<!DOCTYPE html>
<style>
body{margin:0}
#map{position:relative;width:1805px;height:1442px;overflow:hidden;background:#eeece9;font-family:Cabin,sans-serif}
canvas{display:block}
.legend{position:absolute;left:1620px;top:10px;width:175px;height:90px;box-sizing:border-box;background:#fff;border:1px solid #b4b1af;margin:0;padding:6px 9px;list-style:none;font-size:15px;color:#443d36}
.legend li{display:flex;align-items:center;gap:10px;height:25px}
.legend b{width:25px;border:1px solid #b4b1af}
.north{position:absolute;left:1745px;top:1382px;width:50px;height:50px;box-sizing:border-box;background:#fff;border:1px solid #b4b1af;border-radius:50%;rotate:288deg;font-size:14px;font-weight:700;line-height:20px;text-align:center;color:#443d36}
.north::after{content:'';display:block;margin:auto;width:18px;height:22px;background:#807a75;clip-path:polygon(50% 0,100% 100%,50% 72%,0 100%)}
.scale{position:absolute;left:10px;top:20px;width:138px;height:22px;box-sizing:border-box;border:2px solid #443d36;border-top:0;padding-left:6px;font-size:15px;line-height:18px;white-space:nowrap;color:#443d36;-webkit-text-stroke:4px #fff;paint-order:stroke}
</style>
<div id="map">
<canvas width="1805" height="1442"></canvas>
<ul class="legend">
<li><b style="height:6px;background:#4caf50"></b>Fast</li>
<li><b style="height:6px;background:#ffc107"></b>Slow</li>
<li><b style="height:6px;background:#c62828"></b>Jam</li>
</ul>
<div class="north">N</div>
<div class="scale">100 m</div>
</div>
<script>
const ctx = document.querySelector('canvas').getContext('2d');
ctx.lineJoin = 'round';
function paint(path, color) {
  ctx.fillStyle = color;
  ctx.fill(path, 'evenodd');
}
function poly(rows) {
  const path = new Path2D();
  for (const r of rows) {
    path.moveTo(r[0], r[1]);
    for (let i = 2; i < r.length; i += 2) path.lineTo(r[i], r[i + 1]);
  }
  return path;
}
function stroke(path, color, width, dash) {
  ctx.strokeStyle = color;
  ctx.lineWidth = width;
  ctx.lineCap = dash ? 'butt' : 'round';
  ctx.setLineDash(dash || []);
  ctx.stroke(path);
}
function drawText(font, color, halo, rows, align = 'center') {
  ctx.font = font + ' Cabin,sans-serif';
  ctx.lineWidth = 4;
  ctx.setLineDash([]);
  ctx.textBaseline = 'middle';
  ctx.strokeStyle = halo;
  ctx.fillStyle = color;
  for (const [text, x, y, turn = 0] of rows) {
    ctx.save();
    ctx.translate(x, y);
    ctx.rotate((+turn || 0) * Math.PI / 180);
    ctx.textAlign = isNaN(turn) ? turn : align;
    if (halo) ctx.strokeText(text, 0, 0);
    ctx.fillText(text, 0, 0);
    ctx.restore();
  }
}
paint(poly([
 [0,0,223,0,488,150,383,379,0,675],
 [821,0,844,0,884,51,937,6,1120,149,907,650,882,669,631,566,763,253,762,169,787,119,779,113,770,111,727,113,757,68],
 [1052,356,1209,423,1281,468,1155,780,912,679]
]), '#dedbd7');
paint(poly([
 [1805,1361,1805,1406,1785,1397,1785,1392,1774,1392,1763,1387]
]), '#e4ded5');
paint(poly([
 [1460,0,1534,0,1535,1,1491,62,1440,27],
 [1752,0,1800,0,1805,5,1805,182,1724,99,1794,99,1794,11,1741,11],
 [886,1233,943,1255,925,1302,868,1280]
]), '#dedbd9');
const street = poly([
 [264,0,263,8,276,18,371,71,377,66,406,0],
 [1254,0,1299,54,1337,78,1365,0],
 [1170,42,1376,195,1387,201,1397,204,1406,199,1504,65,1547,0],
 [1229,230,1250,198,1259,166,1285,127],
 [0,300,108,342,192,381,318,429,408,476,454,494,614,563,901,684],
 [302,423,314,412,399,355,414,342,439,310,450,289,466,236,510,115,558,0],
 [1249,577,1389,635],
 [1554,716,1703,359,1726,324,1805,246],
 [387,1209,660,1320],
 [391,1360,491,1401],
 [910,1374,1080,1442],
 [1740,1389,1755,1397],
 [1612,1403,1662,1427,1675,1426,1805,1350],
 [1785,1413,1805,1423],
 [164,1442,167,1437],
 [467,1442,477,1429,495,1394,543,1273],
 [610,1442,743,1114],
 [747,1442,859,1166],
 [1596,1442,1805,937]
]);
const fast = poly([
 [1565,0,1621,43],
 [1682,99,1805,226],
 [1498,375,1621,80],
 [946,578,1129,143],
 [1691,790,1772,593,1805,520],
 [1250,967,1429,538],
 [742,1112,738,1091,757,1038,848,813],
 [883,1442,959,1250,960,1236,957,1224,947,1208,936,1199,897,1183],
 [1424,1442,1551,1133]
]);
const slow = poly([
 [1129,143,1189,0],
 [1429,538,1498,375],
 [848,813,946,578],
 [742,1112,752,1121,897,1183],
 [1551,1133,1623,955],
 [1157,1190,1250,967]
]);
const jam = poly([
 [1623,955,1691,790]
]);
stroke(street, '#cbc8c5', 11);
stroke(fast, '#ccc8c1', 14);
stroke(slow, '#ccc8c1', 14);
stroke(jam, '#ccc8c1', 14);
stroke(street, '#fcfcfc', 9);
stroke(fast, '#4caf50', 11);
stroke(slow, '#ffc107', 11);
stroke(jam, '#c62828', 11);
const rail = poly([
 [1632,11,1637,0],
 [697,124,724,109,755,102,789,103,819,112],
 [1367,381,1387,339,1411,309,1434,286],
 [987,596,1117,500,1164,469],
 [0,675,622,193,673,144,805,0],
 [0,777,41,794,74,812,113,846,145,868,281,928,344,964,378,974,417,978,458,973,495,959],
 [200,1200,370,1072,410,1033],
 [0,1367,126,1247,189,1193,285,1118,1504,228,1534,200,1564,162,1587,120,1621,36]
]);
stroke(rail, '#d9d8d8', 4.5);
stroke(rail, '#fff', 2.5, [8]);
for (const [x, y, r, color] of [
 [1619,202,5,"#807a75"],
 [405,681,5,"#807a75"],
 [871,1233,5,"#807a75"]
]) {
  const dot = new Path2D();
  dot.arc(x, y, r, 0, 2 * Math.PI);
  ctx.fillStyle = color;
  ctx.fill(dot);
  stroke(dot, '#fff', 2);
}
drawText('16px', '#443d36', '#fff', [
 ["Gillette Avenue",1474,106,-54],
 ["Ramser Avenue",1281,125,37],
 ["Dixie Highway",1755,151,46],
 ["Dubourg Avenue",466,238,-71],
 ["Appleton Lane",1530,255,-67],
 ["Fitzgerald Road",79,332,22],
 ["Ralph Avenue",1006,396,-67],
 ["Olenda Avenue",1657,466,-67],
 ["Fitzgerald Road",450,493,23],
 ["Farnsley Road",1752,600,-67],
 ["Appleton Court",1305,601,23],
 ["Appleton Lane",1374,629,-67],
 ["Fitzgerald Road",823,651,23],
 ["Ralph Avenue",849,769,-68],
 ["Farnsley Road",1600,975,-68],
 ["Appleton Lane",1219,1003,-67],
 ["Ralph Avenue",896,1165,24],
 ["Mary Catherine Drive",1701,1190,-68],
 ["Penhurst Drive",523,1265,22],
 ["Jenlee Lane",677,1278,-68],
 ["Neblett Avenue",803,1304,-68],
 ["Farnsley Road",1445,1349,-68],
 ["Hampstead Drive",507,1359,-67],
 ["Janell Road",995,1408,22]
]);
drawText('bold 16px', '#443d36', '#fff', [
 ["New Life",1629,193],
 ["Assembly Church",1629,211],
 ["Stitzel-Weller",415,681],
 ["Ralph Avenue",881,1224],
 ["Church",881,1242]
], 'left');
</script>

────────────────────────────────────────

→ **Exercise prompt**
Taking the listing above as the source, transcribe only the lines starting at the line with "0,100% 100%,50% 72%,0" and going through the line with "function drawText(font, color, halo, rows, align", unaltered and with both ends included.

→ **Exercise response**
.north::after{content:'';display:block;margin:auto;width:18px;height:22px;background:#807a75;clip-path:polygon(50% 0,100% 100%,50% 72%,0 100%)}
.scale{position:absolute;left:10px;top:20px;width:138px;height:22px;box-sizing:border-box;border:2px solid #443d36;border-top:0;padding-left:6px;font-size:15px;line-height:18px;white-space:nowrap;color:#443d36;-webkit-text-stroke:4px #fff;paint-order:stroke}
</style>
<div id="map">
<canvas width="1805" height="1442"></canvas>
<ul class="legend">
<li><b style="height:6px;background:#4caf50"></b>Fast</li>
<li><b style="height:6px;background:#ffc107"></b>Slow</li>
<li><b style="height:6px;background:#c62828"></b>Jam</li>
</ul>
<div class="north">N</div>
<div class="scale">100 m</div>
</div>
<script>
const ctx = document.querySelector('canvas').getContext('2d');
ctx.lineJoin = 'round';
function paint(path, color) {
  ctx.fillStyle = color;
  ctx.fill(path, 'evenodd');
}
function poly(rows) {
  const path = new Path2D();
  for (const r of rows) {
    path.moveTo(r[0], r[1]);
    for (let i = 2; i < r.length; i += 2) path.lineTo(r[i], r[i + 1]);
  }
  return path;
}
function stroke(path, color, width, dash) {
  ctx.strokeStyle = color;
  ctx.lineWidth = width;
  ctx.lineCap = dash ? 'butt' : 'round';
  ctx.setLineDash(dash || []);
  ctx.stroke(path);
}
function drawText(font, color, halo, rows, align = 'center') {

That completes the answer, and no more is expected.